= Beginning of Section =

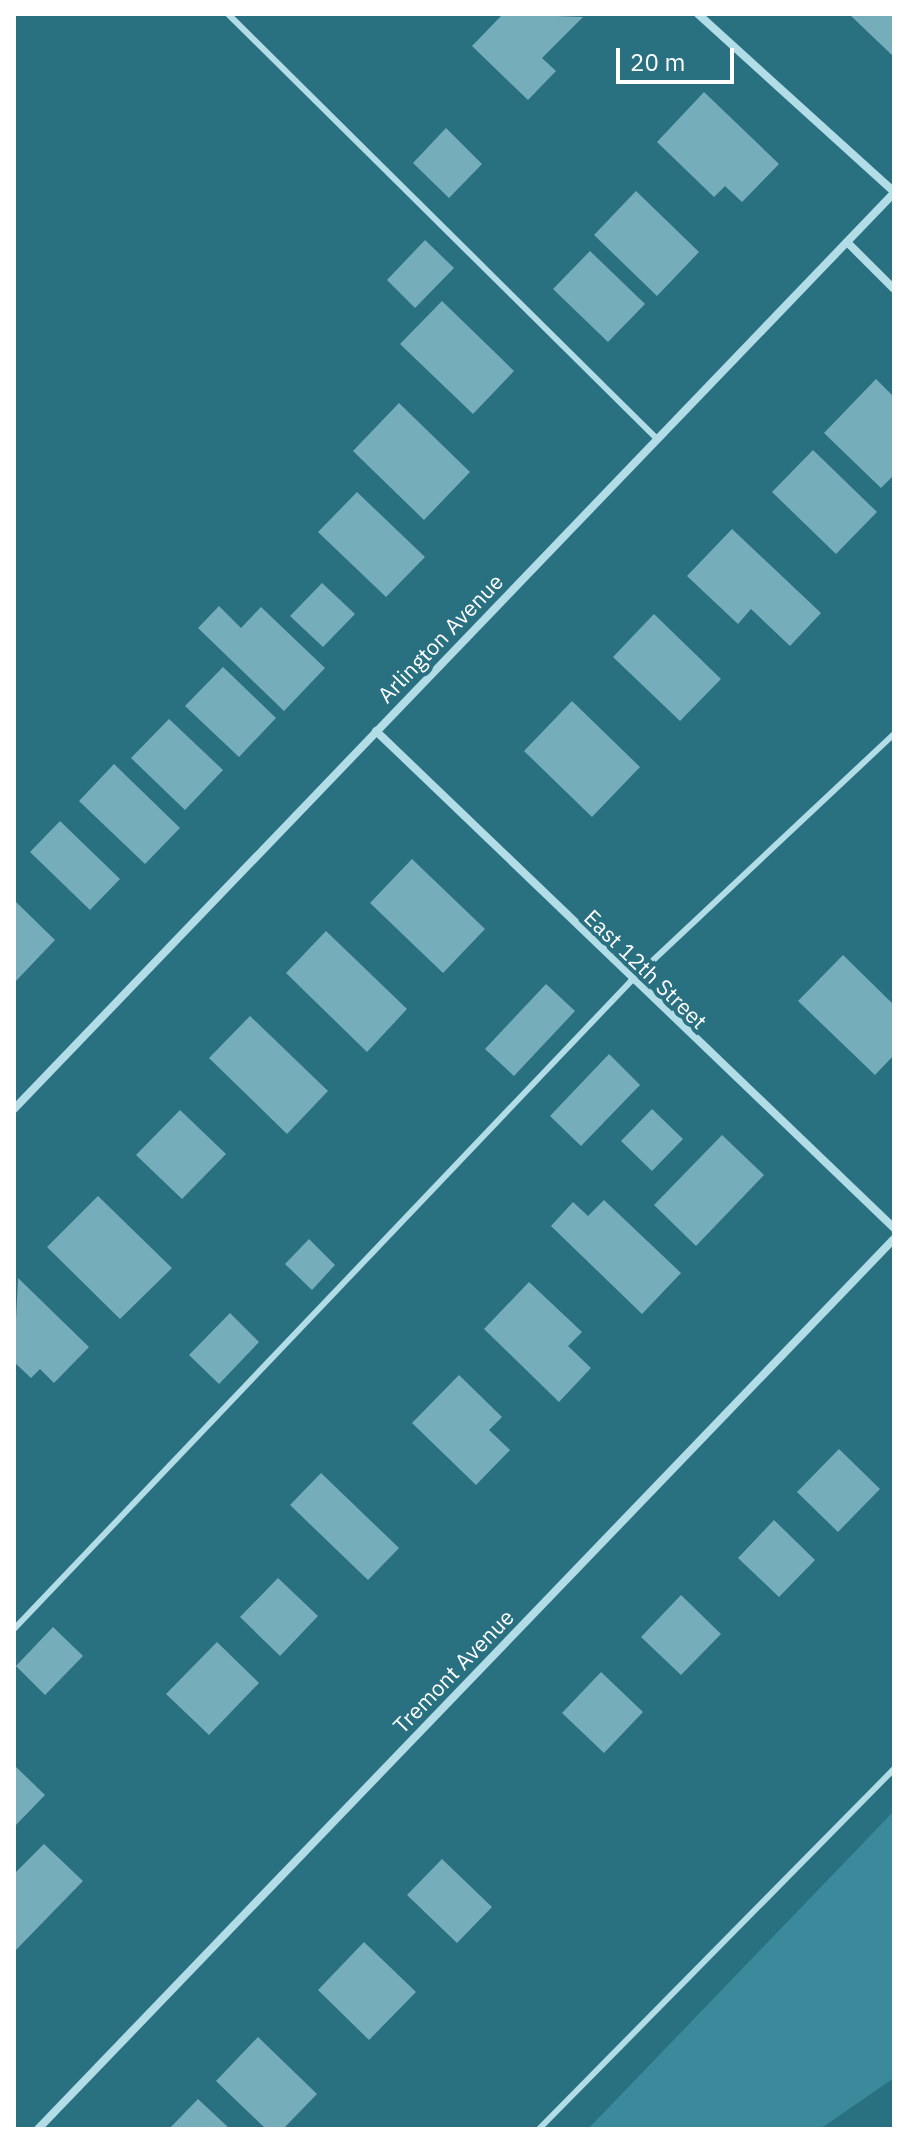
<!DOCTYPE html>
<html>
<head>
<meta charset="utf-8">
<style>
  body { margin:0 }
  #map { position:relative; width:908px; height:2143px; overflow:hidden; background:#297081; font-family:"IBM Plex Sans",sans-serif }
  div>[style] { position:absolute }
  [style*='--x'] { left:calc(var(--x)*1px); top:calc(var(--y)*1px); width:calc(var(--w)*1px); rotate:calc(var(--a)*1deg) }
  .green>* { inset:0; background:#3a8a9c }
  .building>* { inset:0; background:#75aeba }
  .service>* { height:6px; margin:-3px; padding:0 3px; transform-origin:3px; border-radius:3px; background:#b2dce6 }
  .minor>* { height:8px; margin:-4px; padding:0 4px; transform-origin:4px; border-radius:4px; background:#b2dce6 }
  span { translate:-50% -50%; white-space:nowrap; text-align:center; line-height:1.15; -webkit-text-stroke:8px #297081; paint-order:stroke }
  .street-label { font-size:22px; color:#fff }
  .frame { position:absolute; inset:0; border:16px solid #fff; pointer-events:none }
  .scale { position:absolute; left:616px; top:48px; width:118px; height:36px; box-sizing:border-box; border:4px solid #fff; border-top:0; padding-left:10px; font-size:24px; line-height:28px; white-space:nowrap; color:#fff; -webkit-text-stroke:6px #297081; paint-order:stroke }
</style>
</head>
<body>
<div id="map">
  <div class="green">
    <div style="clip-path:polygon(894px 1811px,894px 2078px,820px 2129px,588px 2129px)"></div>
  </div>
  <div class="building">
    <div style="clip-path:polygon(503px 14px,583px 17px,542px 58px,556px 71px,528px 100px,472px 46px)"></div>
    <div style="clip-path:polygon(849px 14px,894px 14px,894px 57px)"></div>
    <div style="clip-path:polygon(704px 92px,779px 164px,742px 202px,725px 186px,714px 197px,657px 142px)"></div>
    <div style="clip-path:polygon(446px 128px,482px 164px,449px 198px,413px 163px)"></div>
    <div style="clip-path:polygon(636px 191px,699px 252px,657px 296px,594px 235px)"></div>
    <div style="clip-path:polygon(425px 240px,454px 268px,415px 308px,387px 280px)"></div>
    <div style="clip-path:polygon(590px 251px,645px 304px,608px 342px,553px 289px)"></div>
    <div style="clip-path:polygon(442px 301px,514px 371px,473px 414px,400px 344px)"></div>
    <div style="clip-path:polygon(876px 379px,894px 397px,894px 475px,881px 488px,824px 433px)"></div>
    <div style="clip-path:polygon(399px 403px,470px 472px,424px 520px,353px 451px)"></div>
    <div style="clip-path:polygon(813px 450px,877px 512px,836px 554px,772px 492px)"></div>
    <div style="clip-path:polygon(357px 492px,425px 557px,386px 597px,318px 532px)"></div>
    <div style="clip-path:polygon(732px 529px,821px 613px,790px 646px,751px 609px,738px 624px,687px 576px)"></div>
    <div style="clip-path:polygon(322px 583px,355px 614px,323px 647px,290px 616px)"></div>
    <div style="clip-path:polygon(219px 606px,241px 628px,261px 607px,325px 668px,284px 711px,198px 628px)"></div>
    <div style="clip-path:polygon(654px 614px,721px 679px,680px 721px,613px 657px)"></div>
    <div style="clip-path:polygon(223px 667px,276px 718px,239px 757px,185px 706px)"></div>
    <div style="clip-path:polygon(572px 701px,640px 767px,592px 817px,524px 751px)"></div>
    <div style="clip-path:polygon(169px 719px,223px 770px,185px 810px,131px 758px)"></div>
    <div style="clip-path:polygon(114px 764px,180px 828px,145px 864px,79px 801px)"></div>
    <div style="clip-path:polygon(60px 821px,120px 879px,90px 910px,30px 852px)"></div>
    <div style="clip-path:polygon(412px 859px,485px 929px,443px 973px,370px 903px)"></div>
    <div style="clip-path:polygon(14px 900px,55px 940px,14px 983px)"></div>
    <div style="clip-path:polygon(326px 931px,407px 1009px,367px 1052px,286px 973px)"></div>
    <div style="clip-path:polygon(843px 955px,894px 1005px,894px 1055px,875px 1075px,798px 1001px)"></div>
    <div style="clip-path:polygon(546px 984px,575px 1011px,514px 1076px,485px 1049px)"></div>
    <div style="clip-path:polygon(250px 1016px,328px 1091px,287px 1134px,209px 1058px)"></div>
    <div style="clip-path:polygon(609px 1054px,640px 1085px,581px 1146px,550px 1116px)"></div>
    <div style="clip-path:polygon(652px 1109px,683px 1139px,652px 1171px,621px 1141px)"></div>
    <div style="clip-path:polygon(180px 1110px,226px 1154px,182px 1199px,136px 1155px)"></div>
    <div style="clip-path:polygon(722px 1135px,764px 1175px,696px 1246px,654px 1205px)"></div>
    <div style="clip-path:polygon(98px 1196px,172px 1268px,120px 1319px,47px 1247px)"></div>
    <div style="clip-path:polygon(604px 1200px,681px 1273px,642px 1314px,551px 1226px,573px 1202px,588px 1216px)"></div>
    <div style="clip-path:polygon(309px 1239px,335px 1265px,312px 1290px,285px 1264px)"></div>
    <div style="clip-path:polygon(18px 1278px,89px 1347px,54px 1383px,40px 1369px,31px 1378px,14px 1362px)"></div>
    <div style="clip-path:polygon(529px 1282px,582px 1332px,568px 1346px,591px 1368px,559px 1402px,484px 1329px)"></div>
    <div style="clip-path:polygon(230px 1313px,259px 1342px,219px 1384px,189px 1355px)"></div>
    <div style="clip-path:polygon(459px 1375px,502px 1417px,489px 1430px,510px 1450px,476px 1485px,412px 1423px)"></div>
    <div style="clip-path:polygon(839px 1449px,880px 1489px,838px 1532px,797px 1492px)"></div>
    <div style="clip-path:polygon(321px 1473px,399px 1548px,368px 1580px,290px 1505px)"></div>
    <div style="clip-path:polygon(774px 1520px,815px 1560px,779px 1597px,738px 1558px)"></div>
    <div style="clip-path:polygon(278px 1578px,318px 1616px,280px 1656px,240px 1617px)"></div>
    <div style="clip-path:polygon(681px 1595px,721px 1634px,681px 1675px,641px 1637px)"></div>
    <div style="clip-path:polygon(53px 1627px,83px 1656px,45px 1695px,16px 1666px)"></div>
    <div style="clip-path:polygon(217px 1642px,259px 1683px,209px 1735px,166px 1694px)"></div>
    <div style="clip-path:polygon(601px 1672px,643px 1712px,604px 1753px,562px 1713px)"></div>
    <div style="clip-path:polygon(14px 1765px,45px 1795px,14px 1827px)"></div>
    <div style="clip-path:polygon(44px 1844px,83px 1881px,14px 1952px,14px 1874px)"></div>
    <div style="clip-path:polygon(442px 1859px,492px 1907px,457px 1943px,407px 1895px)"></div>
    <div style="clip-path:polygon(364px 1942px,416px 1992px,369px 2040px,318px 1990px)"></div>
    <div style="clip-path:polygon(258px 2037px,317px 2094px,283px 2129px,266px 2129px,216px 2081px)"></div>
    <div style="clip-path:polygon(198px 2099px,230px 2129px,169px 2129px)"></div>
  </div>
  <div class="service">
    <div style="--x:228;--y:14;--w:601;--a:44.73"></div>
    <div style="--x:14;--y:1629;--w:895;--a:-46.4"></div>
    <div style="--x:631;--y:981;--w:361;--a:-43.2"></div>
    <div style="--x:539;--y:2129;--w:506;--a:-45.4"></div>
  </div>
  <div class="minor">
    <div style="--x:698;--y:14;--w:265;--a:42.2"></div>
    <div style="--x:847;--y:242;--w:66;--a:45"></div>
    <div style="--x:376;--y:731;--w:718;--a:43.81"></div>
    <div style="--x:14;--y:1109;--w:1270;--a:-46.15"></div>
    <div style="--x:38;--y:2129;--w:1235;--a:-46.12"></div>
  </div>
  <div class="street-label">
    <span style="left:440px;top:638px;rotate:-46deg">Arlington Avenue</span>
    <span style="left:646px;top:969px;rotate:44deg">East 12th Street</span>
    <span style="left:453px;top:1671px;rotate:-46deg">Tremont Avenue</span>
  </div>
  <div class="frame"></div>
  <div class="scale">20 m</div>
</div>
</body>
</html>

= End of Section =

__YOUR TASK__. Taking the entries above, write out exactly the lines starting with the line containing "position:relative; width:908px; height:2143px;" and going on through the line containing "height:6px; margin:-3px; padding:0", both included, and nothing else.

__RESULT FOR THIS EXERCISE__.
  #map { position:relative; width:908px; height:2143px; overflow:hidden; background:#297081; font-family:"IBM Plex Sans",sans-serif }
  div>[style] { position:absolute }
  [style*='--x'] { left:calc(var(--x)*1px); top:calc(var(--y)*1px); width:calc(var(--w)*1px); rotate:calc(var(--a)*1deg) }
  .green>* { inset:0; background:#3a8a9c }
  .building>* { inset:0; background:#75aeba }
  .service>* { height:6px; margin:-3px; padding:0 3px; transform-origin:3px; border-radius:3px; background:#b2dce6 }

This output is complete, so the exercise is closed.